Sample this: Over 30 years, just 1 percent fee on mutual fund investments will leave an investor with 25 percent less corpus, according to Kunal Bajaj of online adviser Clearfunds. This money goes to the distributor or the adviser or the bank relationship manager, he said. “It’s your money and someone else’s kids are going abroad to study on it.”
Keeping expenses low is as important for a healthy portfolio as choosing the right investments. A zero-expense investment is a mirage, or a rarity, Bajaj and experts from brokerage and investment bank Ambit Capital said on BloomberQuint’s new show Portfolio. Investors, they said, must try the next best thing: keep them low. Particularly when investing in mutual funds.
Investor awareness is even more important now because Prime Minister Narendra Modi’s November 2016 cash ban has funnelled savings into stocks. Most of it is coming through domestic institutional investors like mutual funds, which on an average saw inflows worth Rs 22,500 crore every month in the last one year.
While the power of compounding works in favour of such investors ploughing money in mutual funds, compounding costs take a toll. One way to reduce that, according to the experts, is buying mutual funds directly.
Assuming large-cap mutual funds give similar returns as Nifty exchange-traded funds from here on, a lower expense ratio will end up working for investors, according to Ambit Capital.

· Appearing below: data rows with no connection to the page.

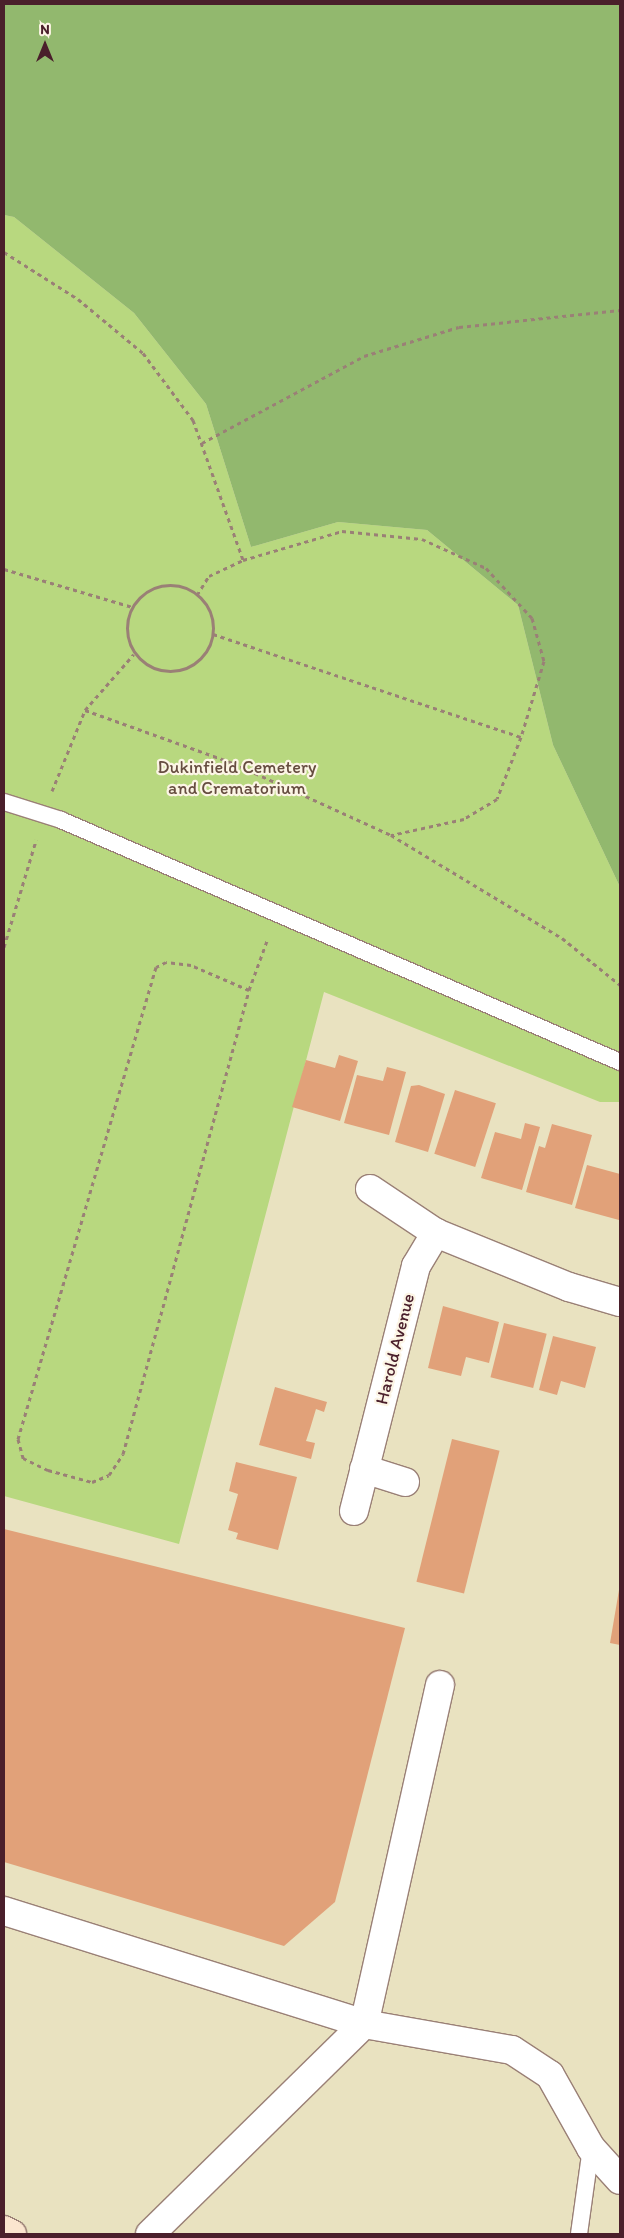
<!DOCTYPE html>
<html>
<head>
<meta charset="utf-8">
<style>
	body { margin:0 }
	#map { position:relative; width:624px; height:2238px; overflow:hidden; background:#e9e2c0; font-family:Itim,sans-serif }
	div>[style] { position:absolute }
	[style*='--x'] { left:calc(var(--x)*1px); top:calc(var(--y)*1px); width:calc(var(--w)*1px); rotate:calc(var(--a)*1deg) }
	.green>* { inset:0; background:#b8d87f }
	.forest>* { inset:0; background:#92b86e }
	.building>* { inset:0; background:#e1a179; transform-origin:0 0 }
	.path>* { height:3px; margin-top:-1.5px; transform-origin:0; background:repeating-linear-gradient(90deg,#9a8076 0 4px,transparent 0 8px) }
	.path>.ring { margin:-1.5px; padding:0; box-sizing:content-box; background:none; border:3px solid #9a8076; border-radius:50% }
	.roads { filter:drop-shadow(1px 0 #9a8076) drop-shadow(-1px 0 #9a8076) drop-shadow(0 1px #9a8076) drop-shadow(0 -1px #9a8076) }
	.service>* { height:16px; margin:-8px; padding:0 8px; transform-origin:8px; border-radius:8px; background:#fff }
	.minor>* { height:28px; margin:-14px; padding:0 14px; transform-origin:14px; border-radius:14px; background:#fff }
	.secondary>* { height:28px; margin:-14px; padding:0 14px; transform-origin:14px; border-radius:14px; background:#fbe5cf }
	span { translate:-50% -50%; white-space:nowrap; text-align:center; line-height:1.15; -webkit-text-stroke:4.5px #fcf5e5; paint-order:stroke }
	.park-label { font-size:18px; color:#664d40 }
	.street-label { font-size:18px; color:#4a1f2b }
	.frame { position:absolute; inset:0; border:5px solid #4a1f2b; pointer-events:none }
	.north { position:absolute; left:20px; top:20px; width:50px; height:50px; -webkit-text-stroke:4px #fcf5e5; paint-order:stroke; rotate:0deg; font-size:14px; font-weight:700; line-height:20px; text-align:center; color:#4a1f2b }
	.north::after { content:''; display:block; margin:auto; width:18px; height:22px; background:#4a1f2b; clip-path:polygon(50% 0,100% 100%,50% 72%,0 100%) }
</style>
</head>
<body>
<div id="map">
	<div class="green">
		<div style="clip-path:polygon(4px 215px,14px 217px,134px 313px,206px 404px,251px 547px,338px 522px,427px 530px,518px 605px,553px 745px,620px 887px,620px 1102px,600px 1102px,324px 992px,179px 1544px,4px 1496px)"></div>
	</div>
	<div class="forest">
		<div style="clip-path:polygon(4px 4px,620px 4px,620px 887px,553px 745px,518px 605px,427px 530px,338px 522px,251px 547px,206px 404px,134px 313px,14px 217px,4px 215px)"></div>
	</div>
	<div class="building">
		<div style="clip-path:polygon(339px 1055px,358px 1061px,340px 1121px,292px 1107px,306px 1060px,335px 1068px)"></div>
		<div style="clip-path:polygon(387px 1067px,406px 1072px,389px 1135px,344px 1123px,357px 1075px,383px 1081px)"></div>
		<div style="clip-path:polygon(419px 1085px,445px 1094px,428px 1152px,395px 1142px,411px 1086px)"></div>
		<div style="left:455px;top:1090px;width:43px;height:67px;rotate:18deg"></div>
		<div style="clip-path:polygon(525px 1123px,540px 1127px,522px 1190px,481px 1178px,495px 1132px,521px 1139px)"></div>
		<div style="clip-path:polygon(552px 1124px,592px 1135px,572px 1205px,526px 1192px,539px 1146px,545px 1148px)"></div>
		<div style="clip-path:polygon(587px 1165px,620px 1174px,619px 1220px,575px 1208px)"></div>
		<div style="clip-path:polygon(443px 1306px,499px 1322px,489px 1363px,466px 1357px,461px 1376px,428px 1368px)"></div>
		<div style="left:504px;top:1323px;width:44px;height:56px;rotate:14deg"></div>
		<div style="clip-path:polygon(553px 1336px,596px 1347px,585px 1388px,561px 1381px,557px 1395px,539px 1390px)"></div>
		<div style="clip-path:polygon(275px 1387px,327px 1402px,324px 1412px,316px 1409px,310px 1429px,306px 1441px,315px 1443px,311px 1459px,259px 1445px)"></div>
		<div style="left:452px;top:1439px;width:49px;height:147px;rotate:14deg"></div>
		<div style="clip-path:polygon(236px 1462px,297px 1477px,278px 1550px,236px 1539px,238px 1533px,228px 1530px,238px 1494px,229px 1491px)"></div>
		<div style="clip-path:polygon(4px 1529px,405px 1628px,335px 1902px,284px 1946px,4px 1862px)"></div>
		<div style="clip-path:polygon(619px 1590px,620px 1590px,620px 1645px,610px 1643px)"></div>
	</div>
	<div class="path">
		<div style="--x:4;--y:252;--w:88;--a:32.4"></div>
		<div style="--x:78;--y:299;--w:85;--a:39.7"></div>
		<div style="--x:143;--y:353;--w:84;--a:53.3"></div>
		<div style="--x:193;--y:420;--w:149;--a:70.3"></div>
		<div style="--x:243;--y:560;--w:103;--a:-16.3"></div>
		<div style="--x:342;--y:531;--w:80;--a:5.7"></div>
		<div style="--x:422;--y:539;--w:70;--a:24.4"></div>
		<div style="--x:486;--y:568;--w:68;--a:47.4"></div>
		<div style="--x:532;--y:618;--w:45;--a:74.4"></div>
		<div style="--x:544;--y:661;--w:79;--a:106.8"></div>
		<div style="--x:202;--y:443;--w:184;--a:-28.2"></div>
		<div style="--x:364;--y:356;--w:99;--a:-17"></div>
		<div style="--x:459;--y:327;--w:162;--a:-6"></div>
		<div style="--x:4;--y:569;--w:134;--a:16.5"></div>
		<div class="ring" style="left:127px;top:585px;width:83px;height:83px"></div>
		<div style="--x:197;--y:595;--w:22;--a:-58"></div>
		<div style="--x:209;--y:576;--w:38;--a:-25"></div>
		<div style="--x:213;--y:634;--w:325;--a:18.5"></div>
		<div style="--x:521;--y:737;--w:66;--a:111.2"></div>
		<div style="--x:497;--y:799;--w:39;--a:149"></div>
		<div style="--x:464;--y:819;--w:75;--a:167.6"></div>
		<div style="--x:85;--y:710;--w:157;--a:19.7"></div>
		<div style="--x:233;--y:763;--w:174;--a:24.5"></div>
		<div style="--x:391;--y:835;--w:200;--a:31.1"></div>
		<div style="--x:562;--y:938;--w:75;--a:39"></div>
		<div style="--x:52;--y:791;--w:87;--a:-67.8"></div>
		<div style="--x:85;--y:710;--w:74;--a:-48.8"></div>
		<div style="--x:4;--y:947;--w:112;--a:-73.3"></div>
		<div style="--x:249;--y:990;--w:63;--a:-156.7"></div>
		<div style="--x:191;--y:965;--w:25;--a:-173"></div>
		<div style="--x:166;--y:962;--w:11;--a:153"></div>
		<div style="--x:156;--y:967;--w:492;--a:106.3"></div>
		<div style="--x:18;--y:1439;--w:20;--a:75"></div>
		<div style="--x:23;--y:1458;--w:28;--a:26"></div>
		<div style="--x:48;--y:1470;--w:46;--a:15.3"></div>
		<div style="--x:92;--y:1482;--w:18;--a:-22"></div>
		<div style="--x:109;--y:1475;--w:25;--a:-56"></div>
		<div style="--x:123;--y:1454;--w:481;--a:-74.8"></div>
		<div style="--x:249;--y:990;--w:55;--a:-69.9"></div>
	</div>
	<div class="roads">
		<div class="service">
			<div style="--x:4;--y:802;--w:60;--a:17.5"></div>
			<div style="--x:61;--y:820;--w:609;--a:23.41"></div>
			<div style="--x:579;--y:2234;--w:87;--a:-82.1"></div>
		</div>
		<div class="minor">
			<div style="--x:370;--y:1189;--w:79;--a:33.7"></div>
			<div style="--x:436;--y:1233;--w:144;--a:22.1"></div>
			<div style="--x:569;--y:1287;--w:53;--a:16.4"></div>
			<div style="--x:364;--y:1469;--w:43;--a:17.6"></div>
			<div style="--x:354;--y:1511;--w:253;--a:-75.8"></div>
			<div style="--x:416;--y:1266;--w:39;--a:-59"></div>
			<div style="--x:440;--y:1685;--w:347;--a:102.6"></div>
			<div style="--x:364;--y:2024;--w:150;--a:10"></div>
			<div style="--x:512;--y:2050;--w:45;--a:33.3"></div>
			<div style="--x:550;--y:2075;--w:84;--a:60.7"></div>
			<div style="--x:591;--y:2148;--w:43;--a:47.8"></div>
			<div style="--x:4;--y:1911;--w:377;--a:17.4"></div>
			<div style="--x:364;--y:2024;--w:300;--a:135.5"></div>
		</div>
		<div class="secondary">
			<div style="--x:4;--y:2230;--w:9;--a:27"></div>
		</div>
	</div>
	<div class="park-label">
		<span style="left:237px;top:778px">Dukinfield Cemetery<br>and Crematorium</span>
	</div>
	<div class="street-label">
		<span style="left:395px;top:1349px;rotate:-76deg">Harold Avenue</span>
	</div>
	<div class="frame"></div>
	<div class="north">N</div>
</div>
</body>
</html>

Of the 100 large-cap funds, three or four have proven ability to generate consistent alpha or returns in excess of the benchmark, Ambit Capital Chief Executive Officer Saurabh Mukherjea said. The rest are like buying a glorified tracker fund, he said.
Ambit Capital pits two funds against each other, assuming an investment of Rs 1 lakh a year over forty years earning 15 percent annual return. The first fund has an expense of 2.5 percent a year and the second at 0.1 percent.
The second fund’s corpus exceeds that of the first by:
- 24 percent after 10 years.
- 53 percent after 20 years.
- 80 percent after 30 years.
- 133 percent after 40 years.
A 20-year-old investor will end up getting Rs 1.1 crore from the first fund against Rs 2.58 crore from the second.
The funds may return beat or lag 15 percent returns, but the impact of the expense will still be meaningful.